__Work task__
Among the records that follow, find the line with "position:absolute; left:2283px; top:21px;" and the line with "position:absolute; translate:-50% -50%;". Set down those lines and all lines between them exactly, without adding anything.
--- Exercise materials Enclosed Below ---
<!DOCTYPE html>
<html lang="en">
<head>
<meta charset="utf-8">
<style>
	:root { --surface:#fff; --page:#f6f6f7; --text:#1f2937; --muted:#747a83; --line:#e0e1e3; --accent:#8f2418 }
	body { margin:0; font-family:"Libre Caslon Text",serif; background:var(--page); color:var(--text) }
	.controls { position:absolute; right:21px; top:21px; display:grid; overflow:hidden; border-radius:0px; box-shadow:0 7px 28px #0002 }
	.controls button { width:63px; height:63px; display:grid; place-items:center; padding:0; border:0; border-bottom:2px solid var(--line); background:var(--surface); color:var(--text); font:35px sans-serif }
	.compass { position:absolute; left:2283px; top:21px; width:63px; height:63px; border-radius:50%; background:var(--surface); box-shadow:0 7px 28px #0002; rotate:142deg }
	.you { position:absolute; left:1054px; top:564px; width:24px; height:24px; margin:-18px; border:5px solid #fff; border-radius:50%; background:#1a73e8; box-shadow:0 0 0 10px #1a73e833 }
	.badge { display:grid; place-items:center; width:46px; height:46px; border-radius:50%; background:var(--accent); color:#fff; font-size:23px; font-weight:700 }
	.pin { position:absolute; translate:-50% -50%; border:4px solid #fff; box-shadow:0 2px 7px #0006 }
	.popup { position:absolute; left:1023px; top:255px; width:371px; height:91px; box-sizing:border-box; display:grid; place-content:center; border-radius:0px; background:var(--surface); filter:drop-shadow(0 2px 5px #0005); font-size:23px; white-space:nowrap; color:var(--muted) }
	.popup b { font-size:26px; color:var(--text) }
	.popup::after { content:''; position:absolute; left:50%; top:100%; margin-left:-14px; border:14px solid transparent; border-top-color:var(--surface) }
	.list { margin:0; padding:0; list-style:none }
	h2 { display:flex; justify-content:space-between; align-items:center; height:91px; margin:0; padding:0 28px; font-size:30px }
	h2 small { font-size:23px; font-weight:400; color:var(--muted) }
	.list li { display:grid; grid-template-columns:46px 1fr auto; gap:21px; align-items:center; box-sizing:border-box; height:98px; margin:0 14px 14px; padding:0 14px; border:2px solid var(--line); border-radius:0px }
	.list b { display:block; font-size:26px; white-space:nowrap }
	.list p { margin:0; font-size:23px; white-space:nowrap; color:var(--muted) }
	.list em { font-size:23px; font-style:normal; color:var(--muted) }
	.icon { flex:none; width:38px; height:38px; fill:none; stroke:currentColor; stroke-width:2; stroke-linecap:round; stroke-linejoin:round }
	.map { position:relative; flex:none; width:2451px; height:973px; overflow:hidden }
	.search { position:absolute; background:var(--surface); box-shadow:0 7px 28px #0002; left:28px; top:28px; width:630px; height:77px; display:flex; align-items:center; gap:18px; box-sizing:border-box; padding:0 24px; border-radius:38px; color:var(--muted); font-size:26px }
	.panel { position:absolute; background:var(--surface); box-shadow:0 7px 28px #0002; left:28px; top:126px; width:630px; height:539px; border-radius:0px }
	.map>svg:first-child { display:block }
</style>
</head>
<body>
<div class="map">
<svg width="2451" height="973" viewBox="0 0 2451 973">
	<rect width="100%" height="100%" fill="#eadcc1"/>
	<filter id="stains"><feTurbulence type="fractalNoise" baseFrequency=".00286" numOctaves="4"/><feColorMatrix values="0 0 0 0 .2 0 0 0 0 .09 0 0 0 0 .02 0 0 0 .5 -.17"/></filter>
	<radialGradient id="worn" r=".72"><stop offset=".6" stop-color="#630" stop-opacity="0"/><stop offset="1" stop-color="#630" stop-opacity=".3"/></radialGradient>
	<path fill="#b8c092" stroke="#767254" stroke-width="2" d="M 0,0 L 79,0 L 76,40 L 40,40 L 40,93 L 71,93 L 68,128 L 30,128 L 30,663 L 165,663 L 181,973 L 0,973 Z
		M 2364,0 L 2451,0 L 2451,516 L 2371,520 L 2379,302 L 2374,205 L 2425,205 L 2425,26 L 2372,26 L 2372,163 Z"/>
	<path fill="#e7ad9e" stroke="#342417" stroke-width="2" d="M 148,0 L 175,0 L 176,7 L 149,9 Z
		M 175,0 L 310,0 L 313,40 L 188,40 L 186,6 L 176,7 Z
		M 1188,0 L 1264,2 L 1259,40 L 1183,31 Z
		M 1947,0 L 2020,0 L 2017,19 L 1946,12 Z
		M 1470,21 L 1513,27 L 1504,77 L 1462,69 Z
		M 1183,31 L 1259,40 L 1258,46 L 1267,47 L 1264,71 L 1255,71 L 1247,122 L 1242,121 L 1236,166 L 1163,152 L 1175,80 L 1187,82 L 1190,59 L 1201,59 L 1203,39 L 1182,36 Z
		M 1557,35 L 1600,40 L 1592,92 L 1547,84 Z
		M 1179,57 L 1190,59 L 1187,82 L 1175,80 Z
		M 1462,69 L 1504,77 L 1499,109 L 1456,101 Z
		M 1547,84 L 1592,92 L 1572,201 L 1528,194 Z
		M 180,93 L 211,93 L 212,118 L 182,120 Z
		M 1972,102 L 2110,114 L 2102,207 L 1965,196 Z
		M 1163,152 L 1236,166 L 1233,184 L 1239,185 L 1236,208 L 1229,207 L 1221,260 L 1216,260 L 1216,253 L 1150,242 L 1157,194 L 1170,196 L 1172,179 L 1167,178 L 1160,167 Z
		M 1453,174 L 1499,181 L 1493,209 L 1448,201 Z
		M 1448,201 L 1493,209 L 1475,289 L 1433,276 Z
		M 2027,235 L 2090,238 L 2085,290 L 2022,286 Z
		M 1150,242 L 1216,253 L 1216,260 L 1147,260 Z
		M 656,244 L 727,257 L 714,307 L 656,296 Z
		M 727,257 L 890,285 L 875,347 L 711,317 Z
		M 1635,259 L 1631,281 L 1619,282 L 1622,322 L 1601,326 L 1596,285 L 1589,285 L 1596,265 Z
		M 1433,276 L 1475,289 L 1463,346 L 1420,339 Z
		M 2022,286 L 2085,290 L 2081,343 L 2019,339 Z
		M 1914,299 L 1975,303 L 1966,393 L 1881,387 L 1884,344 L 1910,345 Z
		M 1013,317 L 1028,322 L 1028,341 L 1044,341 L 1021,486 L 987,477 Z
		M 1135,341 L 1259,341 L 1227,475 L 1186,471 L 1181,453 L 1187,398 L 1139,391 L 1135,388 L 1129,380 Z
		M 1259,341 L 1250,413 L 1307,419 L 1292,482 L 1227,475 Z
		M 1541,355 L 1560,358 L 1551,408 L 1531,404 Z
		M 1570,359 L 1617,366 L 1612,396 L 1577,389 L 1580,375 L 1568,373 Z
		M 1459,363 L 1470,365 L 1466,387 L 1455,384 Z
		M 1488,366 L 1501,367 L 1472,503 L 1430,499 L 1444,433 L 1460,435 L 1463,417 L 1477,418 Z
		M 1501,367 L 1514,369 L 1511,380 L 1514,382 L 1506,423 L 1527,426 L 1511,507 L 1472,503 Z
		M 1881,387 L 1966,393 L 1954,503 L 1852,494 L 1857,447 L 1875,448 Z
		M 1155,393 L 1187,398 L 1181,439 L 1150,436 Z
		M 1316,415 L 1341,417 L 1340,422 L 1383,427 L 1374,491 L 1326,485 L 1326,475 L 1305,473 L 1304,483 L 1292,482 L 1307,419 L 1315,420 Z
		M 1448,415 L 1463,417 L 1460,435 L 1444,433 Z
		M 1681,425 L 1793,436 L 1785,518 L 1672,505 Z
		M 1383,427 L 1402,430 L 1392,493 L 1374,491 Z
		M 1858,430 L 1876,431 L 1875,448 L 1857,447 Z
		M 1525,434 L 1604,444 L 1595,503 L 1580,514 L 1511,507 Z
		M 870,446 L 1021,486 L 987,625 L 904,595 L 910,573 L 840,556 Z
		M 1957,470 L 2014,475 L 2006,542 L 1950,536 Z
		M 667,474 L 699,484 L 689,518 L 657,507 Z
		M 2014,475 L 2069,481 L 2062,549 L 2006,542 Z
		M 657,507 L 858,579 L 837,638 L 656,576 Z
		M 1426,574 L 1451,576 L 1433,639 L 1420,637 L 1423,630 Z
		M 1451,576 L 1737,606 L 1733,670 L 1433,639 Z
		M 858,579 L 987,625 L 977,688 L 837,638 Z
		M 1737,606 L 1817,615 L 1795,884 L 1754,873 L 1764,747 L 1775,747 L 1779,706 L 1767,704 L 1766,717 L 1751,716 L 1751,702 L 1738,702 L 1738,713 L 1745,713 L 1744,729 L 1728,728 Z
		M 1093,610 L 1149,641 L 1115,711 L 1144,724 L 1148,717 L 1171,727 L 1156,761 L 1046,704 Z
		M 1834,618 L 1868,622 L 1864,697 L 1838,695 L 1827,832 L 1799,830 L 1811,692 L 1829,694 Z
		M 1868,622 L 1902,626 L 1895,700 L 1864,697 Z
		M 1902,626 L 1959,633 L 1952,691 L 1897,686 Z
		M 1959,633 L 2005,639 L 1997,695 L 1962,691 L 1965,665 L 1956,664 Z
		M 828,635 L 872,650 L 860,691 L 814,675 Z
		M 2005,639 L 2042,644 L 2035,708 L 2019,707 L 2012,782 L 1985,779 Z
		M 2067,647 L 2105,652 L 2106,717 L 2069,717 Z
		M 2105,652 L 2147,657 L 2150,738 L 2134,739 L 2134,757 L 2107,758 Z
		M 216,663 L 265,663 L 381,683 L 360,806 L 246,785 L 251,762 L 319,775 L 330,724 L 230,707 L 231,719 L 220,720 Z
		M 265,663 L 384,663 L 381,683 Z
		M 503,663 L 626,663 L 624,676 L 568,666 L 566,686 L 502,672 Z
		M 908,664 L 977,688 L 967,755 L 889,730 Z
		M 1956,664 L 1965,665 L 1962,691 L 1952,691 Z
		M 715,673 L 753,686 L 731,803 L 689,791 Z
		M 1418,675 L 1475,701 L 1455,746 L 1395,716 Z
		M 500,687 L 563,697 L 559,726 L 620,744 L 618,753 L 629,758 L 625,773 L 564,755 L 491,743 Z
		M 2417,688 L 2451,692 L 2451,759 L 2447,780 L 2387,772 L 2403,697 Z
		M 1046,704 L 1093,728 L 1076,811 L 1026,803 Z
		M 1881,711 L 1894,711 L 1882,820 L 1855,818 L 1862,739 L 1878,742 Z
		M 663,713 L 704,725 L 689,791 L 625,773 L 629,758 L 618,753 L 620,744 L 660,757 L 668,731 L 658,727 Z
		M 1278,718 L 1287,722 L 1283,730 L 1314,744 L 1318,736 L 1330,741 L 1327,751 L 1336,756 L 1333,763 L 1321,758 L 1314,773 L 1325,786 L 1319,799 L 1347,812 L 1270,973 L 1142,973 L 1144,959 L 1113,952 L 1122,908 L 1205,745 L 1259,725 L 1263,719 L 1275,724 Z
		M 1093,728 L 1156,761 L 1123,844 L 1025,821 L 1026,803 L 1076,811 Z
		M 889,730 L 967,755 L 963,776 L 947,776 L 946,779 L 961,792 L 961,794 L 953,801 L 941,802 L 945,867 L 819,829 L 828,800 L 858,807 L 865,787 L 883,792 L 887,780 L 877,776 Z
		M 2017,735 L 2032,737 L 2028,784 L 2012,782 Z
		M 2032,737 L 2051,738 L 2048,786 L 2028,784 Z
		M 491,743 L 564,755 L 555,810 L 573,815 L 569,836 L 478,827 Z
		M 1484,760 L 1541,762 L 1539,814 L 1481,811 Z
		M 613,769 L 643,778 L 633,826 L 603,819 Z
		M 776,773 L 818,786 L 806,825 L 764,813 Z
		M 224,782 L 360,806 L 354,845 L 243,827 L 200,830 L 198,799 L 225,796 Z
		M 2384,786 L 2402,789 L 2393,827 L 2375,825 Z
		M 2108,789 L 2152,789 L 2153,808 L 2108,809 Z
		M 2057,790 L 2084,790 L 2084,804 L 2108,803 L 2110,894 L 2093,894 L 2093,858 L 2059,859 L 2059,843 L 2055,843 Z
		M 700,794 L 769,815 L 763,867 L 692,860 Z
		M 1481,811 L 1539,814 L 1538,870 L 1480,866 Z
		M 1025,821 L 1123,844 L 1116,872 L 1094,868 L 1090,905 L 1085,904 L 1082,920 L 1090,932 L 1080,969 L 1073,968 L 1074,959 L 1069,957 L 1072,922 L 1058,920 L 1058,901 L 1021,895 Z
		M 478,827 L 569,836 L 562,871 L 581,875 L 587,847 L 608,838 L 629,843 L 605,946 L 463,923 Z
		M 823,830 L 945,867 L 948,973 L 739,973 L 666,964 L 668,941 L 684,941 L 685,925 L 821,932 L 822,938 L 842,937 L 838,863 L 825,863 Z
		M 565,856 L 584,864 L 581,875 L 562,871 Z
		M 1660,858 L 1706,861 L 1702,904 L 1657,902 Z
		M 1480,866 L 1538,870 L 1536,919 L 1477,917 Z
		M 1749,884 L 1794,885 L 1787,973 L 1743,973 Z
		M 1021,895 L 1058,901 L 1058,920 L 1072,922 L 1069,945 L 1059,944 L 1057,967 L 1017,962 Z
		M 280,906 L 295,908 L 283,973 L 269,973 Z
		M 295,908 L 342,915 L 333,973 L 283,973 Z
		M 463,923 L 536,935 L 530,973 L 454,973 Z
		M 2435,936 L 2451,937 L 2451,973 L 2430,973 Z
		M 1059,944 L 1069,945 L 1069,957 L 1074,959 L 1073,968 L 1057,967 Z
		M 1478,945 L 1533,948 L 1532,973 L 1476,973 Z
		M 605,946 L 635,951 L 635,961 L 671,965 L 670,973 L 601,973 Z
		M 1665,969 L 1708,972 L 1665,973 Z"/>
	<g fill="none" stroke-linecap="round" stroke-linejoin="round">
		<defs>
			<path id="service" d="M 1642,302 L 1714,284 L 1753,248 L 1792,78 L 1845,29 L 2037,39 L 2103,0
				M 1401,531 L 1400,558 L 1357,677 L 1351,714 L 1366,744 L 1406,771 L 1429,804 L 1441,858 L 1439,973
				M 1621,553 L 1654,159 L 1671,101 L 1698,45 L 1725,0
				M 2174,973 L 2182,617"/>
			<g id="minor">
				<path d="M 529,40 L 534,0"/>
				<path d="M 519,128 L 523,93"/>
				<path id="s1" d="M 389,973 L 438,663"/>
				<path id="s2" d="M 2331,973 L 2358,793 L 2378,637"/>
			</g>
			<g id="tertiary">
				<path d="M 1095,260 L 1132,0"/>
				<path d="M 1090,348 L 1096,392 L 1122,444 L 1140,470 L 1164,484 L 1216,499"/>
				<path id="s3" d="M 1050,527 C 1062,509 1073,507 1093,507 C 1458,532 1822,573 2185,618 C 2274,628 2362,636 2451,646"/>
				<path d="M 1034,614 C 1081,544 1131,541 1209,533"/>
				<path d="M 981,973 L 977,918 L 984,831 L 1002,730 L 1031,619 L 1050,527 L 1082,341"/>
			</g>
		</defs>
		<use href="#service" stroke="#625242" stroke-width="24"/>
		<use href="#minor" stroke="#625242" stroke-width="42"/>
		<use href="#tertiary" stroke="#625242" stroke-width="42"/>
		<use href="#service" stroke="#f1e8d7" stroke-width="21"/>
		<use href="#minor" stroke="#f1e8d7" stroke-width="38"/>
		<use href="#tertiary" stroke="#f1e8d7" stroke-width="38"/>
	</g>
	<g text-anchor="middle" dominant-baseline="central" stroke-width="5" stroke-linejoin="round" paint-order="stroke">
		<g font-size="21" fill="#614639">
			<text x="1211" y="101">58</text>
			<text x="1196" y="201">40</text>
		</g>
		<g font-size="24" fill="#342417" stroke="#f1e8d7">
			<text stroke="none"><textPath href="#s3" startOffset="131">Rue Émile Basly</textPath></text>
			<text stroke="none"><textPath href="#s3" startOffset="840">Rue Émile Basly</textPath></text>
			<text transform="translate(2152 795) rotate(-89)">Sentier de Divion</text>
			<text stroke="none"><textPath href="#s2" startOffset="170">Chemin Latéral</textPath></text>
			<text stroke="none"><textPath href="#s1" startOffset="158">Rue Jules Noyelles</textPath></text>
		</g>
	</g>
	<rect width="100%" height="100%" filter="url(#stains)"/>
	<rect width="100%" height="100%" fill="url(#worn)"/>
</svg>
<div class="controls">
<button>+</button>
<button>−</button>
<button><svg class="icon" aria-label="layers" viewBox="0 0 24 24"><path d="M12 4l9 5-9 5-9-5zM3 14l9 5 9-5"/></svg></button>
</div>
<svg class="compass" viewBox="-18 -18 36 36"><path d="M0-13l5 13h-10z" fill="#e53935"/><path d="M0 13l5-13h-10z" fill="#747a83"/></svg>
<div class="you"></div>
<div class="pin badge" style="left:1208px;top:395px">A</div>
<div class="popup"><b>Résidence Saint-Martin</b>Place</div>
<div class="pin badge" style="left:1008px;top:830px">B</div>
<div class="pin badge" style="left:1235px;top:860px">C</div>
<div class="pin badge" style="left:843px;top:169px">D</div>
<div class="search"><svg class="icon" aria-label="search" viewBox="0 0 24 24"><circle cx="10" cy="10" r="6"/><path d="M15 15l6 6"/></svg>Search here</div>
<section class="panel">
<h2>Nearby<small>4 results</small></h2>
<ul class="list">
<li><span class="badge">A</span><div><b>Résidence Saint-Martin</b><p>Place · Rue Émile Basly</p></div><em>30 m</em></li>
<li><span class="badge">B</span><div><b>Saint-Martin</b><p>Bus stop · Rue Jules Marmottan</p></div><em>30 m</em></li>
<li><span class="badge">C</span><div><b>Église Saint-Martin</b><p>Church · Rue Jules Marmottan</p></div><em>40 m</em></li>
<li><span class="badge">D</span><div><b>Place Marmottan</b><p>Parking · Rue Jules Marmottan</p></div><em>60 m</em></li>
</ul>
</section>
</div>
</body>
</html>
--- End of Enclosed Exercise materials ---
__Solution to this exercise__
	.compass { position:absolute; left:2283px; top:21px; width:63px; height:63px; border-radius:50%; background:var(--surface); box-shadow:0 7px 28px #0002; rotate:142deg }
	.you { position:absolute; left:1054px; top:564px; width:24px; height:24px; margin:-18px; border:5px solid #fff; border-radius:50%; background:#1a73e8; box-shadow:0 0 0 10px #1a73e833 }
	.badge { display:grid; place-items:center; width:46px; height:46px; border-radius:50%; background:var(--accent); color:#fff; font-size:23px; font-weight:700 }
	.pin { position:absolute; translate:-50% -50%; border:4px solid #fff; box-shadow:0 2px 7px #0006 }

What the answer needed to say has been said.